İslam İşbirliği Teşkilatı, Kazakistan’da 1. Bilim ve Teknoloji Zirvesi düzenlemiş. Bu zirveyi 100 yıl - 1000 yıl sonra da düzenleyebilirlerdi; o zamana kadar kalmayabiliriz ortalıkta, düşüncesiyle birinin aklına gelmiş olabilir. Acaba biz neden Batı piyasasının esiriyiz, yoksuluz, üretemiyoruz, satın aldıkça da yoksullaşıyoruz ve bizi parçalıyorlar diye düşünmüş olabilirler.
İyi tabii, bu düşüncelerini bu zirvede hayata döküyorlar, bu konulara emek vermiş biri olarak sevinçten uçmalıyım!..
Ama oradan bir iş çıkmaz, çünkü hiçbirinde demokrasi, insan hak ve özgürlükleri, kadın-erkek eşitliği, basın özgürlüğü, siyasi ahlak, liyakat, kendi yaratıcı insan kaynaklarına özgürlüğün ve yaratıcı üretimin önünü açmak gibi bir devlet ve ülke yapısı yok.
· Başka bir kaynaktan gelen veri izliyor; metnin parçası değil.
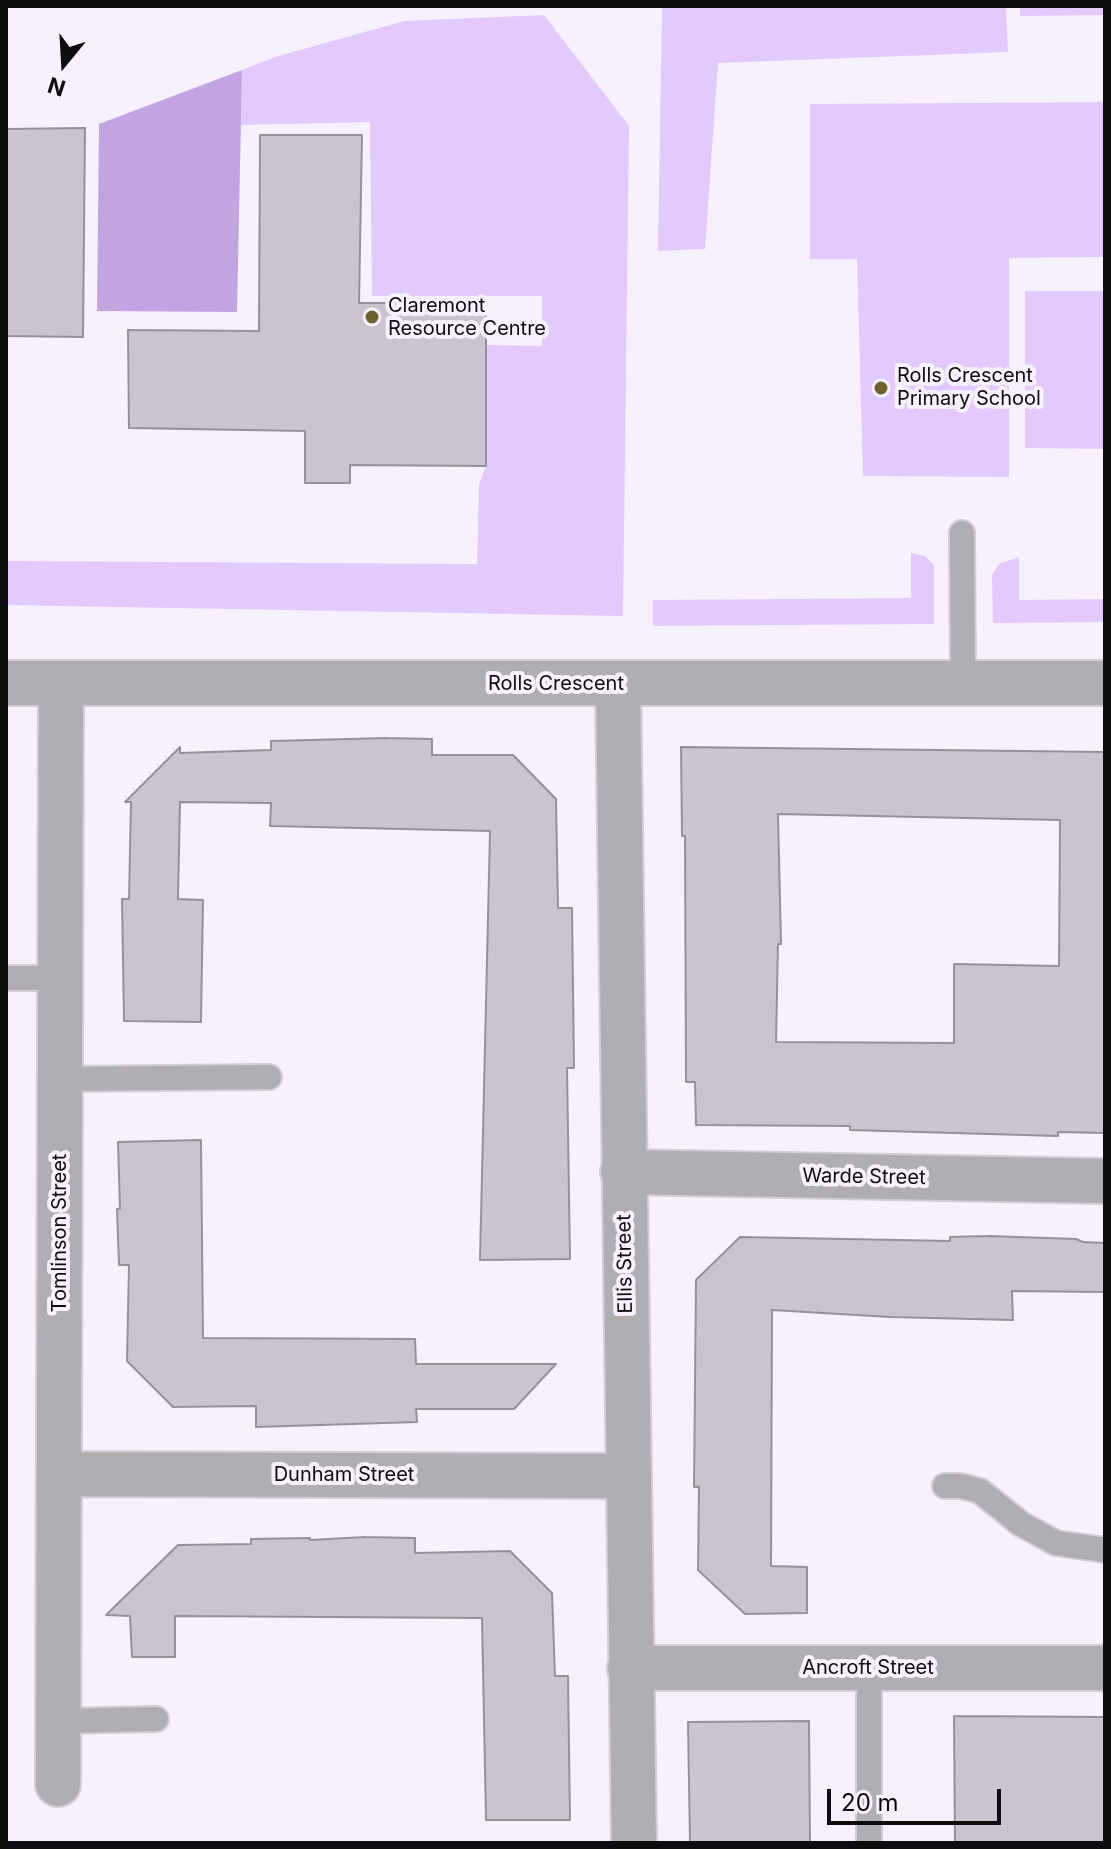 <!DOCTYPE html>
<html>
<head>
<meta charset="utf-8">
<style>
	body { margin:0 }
	#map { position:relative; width:1111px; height:1849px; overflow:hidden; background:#f6f1fc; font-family:Inter,sans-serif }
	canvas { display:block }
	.frame { position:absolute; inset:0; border:8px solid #0e0c0f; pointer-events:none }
	.north { position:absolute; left:24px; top:24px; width:80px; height:80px; -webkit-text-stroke:6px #f6f1fc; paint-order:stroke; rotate:198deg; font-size:22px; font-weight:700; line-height:32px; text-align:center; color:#0e0c0f }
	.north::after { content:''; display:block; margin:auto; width:28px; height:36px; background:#0e0c0f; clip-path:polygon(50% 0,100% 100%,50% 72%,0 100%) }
	.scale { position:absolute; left:827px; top:1789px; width:174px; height:36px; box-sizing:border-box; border:4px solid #0e0c0f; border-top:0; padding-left:10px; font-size:24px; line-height:28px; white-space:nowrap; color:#0e0c0f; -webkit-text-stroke:6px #f6f1fc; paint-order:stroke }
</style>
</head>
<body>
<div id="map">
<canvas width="1111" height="1849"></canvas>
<div class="frame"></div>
<div class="north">N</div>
<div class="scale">20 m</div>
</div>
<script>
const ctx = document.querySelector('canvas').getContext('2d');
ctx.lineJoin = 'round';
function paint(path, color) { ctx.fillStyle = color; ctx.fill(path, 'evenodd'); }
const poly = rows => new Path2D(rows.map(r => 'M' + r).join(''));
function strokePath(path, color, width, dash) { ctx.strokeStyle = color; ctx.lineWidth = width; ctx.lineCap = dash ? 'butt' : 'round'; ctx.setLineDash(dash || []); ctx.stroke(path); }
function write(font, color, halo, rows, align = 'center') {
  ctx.font = font + ' Inter,sans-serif'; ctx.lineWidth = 8; ctx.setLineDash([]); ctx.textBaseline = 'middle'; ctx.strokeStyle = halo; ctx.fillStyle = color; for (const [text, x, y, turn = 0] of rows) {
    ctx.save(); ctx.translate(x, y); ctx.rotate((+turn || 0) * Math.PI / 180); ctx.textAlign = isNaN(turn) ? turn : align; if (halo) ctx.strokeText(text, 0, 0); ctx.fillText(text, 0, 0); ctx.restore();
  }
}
paint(poly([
	[662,6,1006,6,1008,52,718,63,705,249,658,251],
	[1020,6,1105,6,1105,15,1020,16],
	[544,15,629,126,623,616,6,605,6,561,477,564,479,485,486,466,486,345,542,346,542,296,372,296,370,122,241,125,242,70,275,57,404,21],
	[1105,102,1105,257,1009,258,1009,477,863,476,857,259,810,259,810,104],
	[1025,291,1105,291,1105,449,1025,448],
	[911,553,925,556,934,565,934,624,653,626,653,600,911,598],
	[1019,557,1019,600,1105,599,1105,622,993,623,992,575,999,564]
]), '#e3cafe');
paint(poly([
	[242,70,237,312,97,311,99,124]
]), '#c2a4e3');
const building = poly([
	[85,128,83,337,6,336,6,129,85,128],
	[260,135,362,135,359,303,486,303,486,466,350,465,350,483,305,483,305,431,129,428,128,330,259,331,260,135],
	[387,738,432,739,432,755,513,755,556,799,558,908,572,908,574,1068,567,1068,570,1259,480,1260,490,831,270,826,271,803,180,802,178,899,203,900,201,1022,124,1021,122,899,129,899,131,802,125,802,180,747,180,753,271,750,271,741,387,738],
	[681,747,1105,752,1105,1133,1058,1132,1058,1136,850,1130,850,1126,696,1125,695,1082,686,1082,685,836,682,836,681,747],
	[778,814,1060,820,1059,966,954,964,954,1043,776,1042,778,944,781,944,778,814],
	[201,1140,203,1338,415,1339,416,1364,556,1364,514,1409,416,1409,417,1422,256,1427,256,1406,173,1407,127,1361,129,1265,119,1265,117,1209,120,1209,118,1142,201,1140],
	[988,1236,1076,1239,1083,1242,1105,1243,1105,1292,1012,1291,1013,1320,890,1317,772,1310,771,1566,807,1567,807,1613,745,1614,698,1570,699,1487,694,1487,696,1280,740,1237,950,1241,950,1237,988,1236],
	[365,1537,415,1538,415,1553,510,1551,552,1593,555,1676,568,1676,570,1820,486,1820,482,1618,175,1616,175,1657,132,1657,130,1616,106,1615,178,1545,251,1544,251,1539,310,1538,310,1540,365,1537],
	[954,1716,1105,1717,1105,1843,955,1843,954,1716],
	[809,1721,810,1843,690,1843,688,1722,809,1721]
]);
paint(building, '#c9c4cf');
strokePath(building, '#95919b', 2);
const service = poly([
	[962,533,963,683],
	[6,978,59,978],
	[60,1079,269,1077],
	[945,1486,961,1486,980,1491,1021,1524,1056,1543,1105,1550],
	[58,1721,156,1719],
	[869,1843,869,1668]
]);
const minor = poly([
	[6,683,1105,683],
	[618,684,634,1843],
	[623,1172,1105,1181],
	[60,1474,628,1476],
	[630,1668,1105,1668],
	[58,1784,61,683]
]);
strokePath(service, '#d1ccd6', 28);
strokePath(minor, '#d1ccd6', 48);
strokePath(service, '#b0aeb2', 24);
strokePath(minor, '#b0aeb2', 44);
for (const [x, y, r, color] of [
	[372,317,8,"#6e622f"],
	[881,388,8,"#6e622f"]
]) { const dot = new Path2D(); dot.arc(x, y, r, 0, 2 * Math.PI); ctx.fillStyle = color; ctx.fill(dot); strokePath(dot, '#f6f1fc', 3); }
write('20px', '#0e0c0f', '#f6f1fc', [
	["Claremont",388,306],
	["Resource Centre",388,329],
	["Rolls Crescent",897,376],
	["Primary School",897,399]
], 'left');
write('20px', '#0e0c0f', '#f6f1fc', [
	["Rolls Crescent",556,684],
	["Warde Street",864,1177,1],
	["Tomlinson Street",60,1233,-90],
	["Ellis Street",625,1264,-91],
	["Dunham Street",344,1475],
	["Ancroft Street",868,1668]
]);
</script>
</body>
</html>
Laf ola beri gele... Yine de eğer oradaki zirvede konuşulanların ve bazı kararların kırıntılarının kendi toplumlarına ulaşması bile iyidir diyelim!
Cumhurbaşkanı Erdoğan da zirvede konuşma yapmış. Söyledikleri hoşuma gitti! Allah aşkına şu konuşmayı yapan bir lider var, daha ne isteriz:
“İslam medeniyeti, özünde bir ilim ve irfan medeniyetidir. Müslümanların dünya siyasetine yön verdikleri dönem aynı zamanda bilginin, ilmin, yeniliğin merkezi oldukları dönemdir. Ne zaman ki Müslümanların hayatında okuma, ilim tahsil etme, araştırma, sorma, sorgulama ikinci plana düşmüştür, işte o zaman gerileme ve çöküş de başlamıştır.”
Not: Yahu çevresindekiler bizim yazılarımızdan kopya çekip konuşmasına monte etmişler. Neyse işe yarıyoruz galiba!
***
“Bugün İslam dünyasındaki nüfusun yüzde 55’i okuma yazma dahi bilmiyor. OECD ülkelerinde milli gelirden eğitime ayrılan payın ortalaması yüzde 5.2 iken bu oran İslam dünyasında yüzde 1’i dahi bulmuyor.”
Not: Sanki bir eğitim uzmanı konuşuyor ve Türkiye’yi de eleştiriyor.
***
“En başarılı çocuklarımızı, en parlak beyinlerimizi Batılı kurumlara ve ülkelere kaptırıyoruz.”